Data in soccer/football is here to stay. It’s cracked the mainstream media and has grown from showing stats like Possession to Expected Goals, but now even Passes Per Defensive Action. Even in professional clubs, the acceptance of data has been slow, but now many clubs use data to find strengths and weaknesses of players and teams. This is fantastic. Using data and making data accessible and normalizing data is great and raises the understanding of the beautiful game. However one place I’ve yet to see data used is within youth clubs.
The lack of data in youth clubs may be down to multiple things, like a lack of resources, knowledge, or understanding of how it can be used as a tool to make informed decisions. In this article, I hope to give an example of what clubs can do and how it can be a huge addition to what great work they already do.
So let’s consider these tests, with the cones set up as shown below:
Test 1: Have players slalom through the cones (run as directed in the image above) as quickly as possible. Feel free to have them do it three separate times and take the best time. We’ll call the result of this test, T1.

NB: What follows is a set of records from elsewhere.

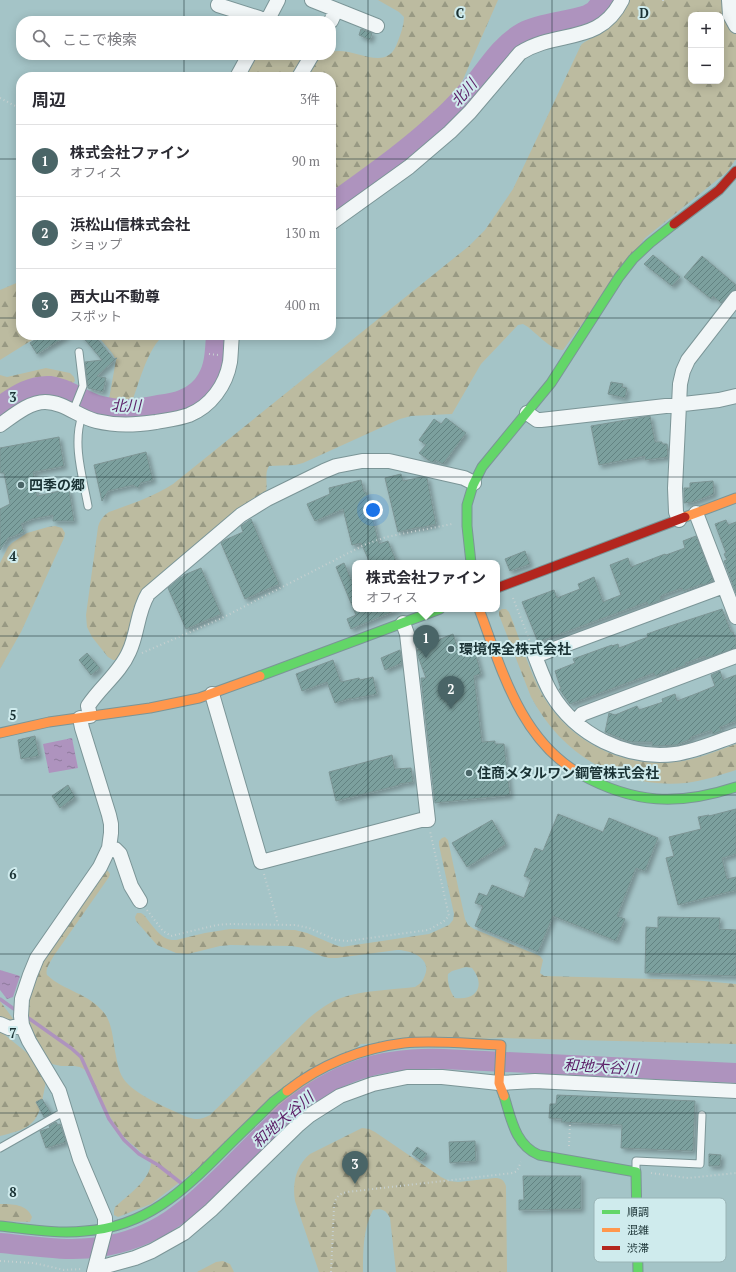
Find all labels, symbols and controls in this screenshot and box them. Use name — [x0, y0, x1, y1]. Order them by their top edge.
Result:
text: C — [456, 4, 464, 22]
text: D — [639, 4, 649, 22]
map controls — [688, 12, 724, 84]
button: + — [688, 12, 724, 48]
search box — [16, 16, 336, 60]
icon: search — [30, 27, 52, 49]
text: ここで検索 — [62, 29, 137, 49]
button: − — [688, 48, 724, 84]
water label: 北川 — [446, 73, 482, 110]
text: 周辺 — [32, 88, 66, 111]
text: 3件 — [300, 90, 320, 108]
text: 株式会社ファイン — [70, 142, 190, 162]
text: 1 — [41, 152, 49, 170]
text: 90 m — [292, 152, 320, 170]
text: オフィス — [70, 163, 122, 181]
text: 浜松山信株式会社 — [70, 214, 190, 234]
text: 2 — [41, 224, 49, 242]
text: 130 m — [285, 224, 320, 242]
text: ショップ — [70, 235, 122, 253]
text: 西大山不動尊 — [70, 286, 160, 306]
text: 3 — [41, 296, 49, 314]
text: 400 m — [285, 296, 320, 314]
text: スポット — [70, 307, 122, 325]
text: 3 — [9, 388, 17, 406]
water label: 北川 — [111, 395, 143, 415]
place label: 四季の郷 — [29, 475, 85, 494]
marker: 四季の郷 — [16, 480, 26, 490]
your location — [363, 500, 383, 520]
text: 4 — [9, 547, 17, 565]
popup — [352, 560, 500, 612]
text: 株式会社ファイン — [366, 567, 486, 587]
text: オフィス — [366, 588, 418, 606]
pin: 1 — [413, 625, 439, 658]
place label: 環境保全株式会社 — [459, 639, 571, 658]
marker: 環境保全株式会社 — [446, 644, 456, 654]
pin: 2 — [438, 676, 464, 709]
text: 5 — [9, 706, 17, 724]
place label: 住商メタルワン鋼管株式会社 — [477, 763, 659, 782]
marker: 住商メタルワン鋼管株式会社 — [464, 768, 474, 778]
text: 6 — [9, 865, 17, 883]
text: 7 — [9, 1024, 17, 1042]
water label: 和地大谷川 — [563, 1054, 641, 1078]
water label: 和地大谷川 — [247, 1086, 319, 1151]
pin: 3 — [342, 1151, 368, 1184]
text: 8 — [9, 1183, 17, 1201]
legend — [594, 1198, 726, 1262]
text: 順調 — [627, 1205, 649, 1219]
text: 混雑 — [627, 1223, 649, 1237]
text: 渋滞 — [627, 1241, 649, 1255]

Test 2: Have players do the exact same slalom but now WITH a ball. Again, feel free to collect the best time after three attempts. We’ll call the result of this test, T2.

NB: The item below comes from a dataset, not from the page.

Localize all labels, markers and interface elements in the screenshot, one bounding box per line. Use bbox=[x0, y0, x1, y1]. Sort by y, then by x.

Now, here is where it gets interesting.
From there, you can subtract the time of Test 2 from Test 1, giving us the Difference between the two times. Then divide that difference from Test 1’s results. Or, if you prefer equations, it’s like this:
(T2 - T1) / T1 = Dribbling Ability
The difference quantifies how much time the ball adds to a player’s run but, most importantly, the result of the tests quantifies a player’s dribbling ability. For a youth club, this is amazing and there are so many implications.
One implication is that it reduces biases for physical players. For example, we did this assessment for one of the teams I currently coach. We found that our perceived better players were actually just very physically gifted but not great technically. Not only that, our opinions of the players we overlooked, which had better technical skills but were not very physically gifted, grew and we gave them more responsibility. In both cases, we adjusted our training plan accordingly. If you’re not already happy by this outcome, I’ll dive deeper.
Let’s say a club does this test every three, four, or six months for every player between the ages 9-12. You can now track performances over time.
Tracking performances over time can not only help you determine what level players should be at for each age group, but it’s possible to determine what level is necessary for each age group below the High Performance Level to make it to the High Performance Level (where I live it starts at 13). That way, you can see if that 10 year old is on track to make it to the High Performance Level, or if they need to get more touches and show up to practice more often.
Additionally, it’s possible to compare current age groups and the historical averages based on those age groups. This information allows you to have evidence to allocate resources amongst age groups. If they’re above the benchmark, they may not need as many resources, but if they’re below the benchmark, maybe you can give them that extra coach for extra attention. There are so many possibilities and this is all on the performance side! Now for the other side.
To make this more accessible for players, you could create a reward program. This could include where players get badges if they meet certain criteria. Like what if you create a badge for the quickest player called, “Speed Demon,” or have a badge for the best dribbler called, “Twinkle Toes.” Please forgive my name choices, but you get the idea! Additionally, you could have one for the most improved player, and the list goes on! That way, the players will get physical rewards and incentivizes improvement. Again, there are so many possibilities!
Data is a severely underused and under appreciated tool that youth clubs have yet to take advantage of for many reasons. But if youth clubs use data, they could adjust training plans accordingly, have a better understanding of their players, track performance levels, and all while the players are engaged and striving to improve so they can meet their goals.
This is just the tip of the iceberg, and youth clubs and players can benefit so much just from having players run through cones a couple of times.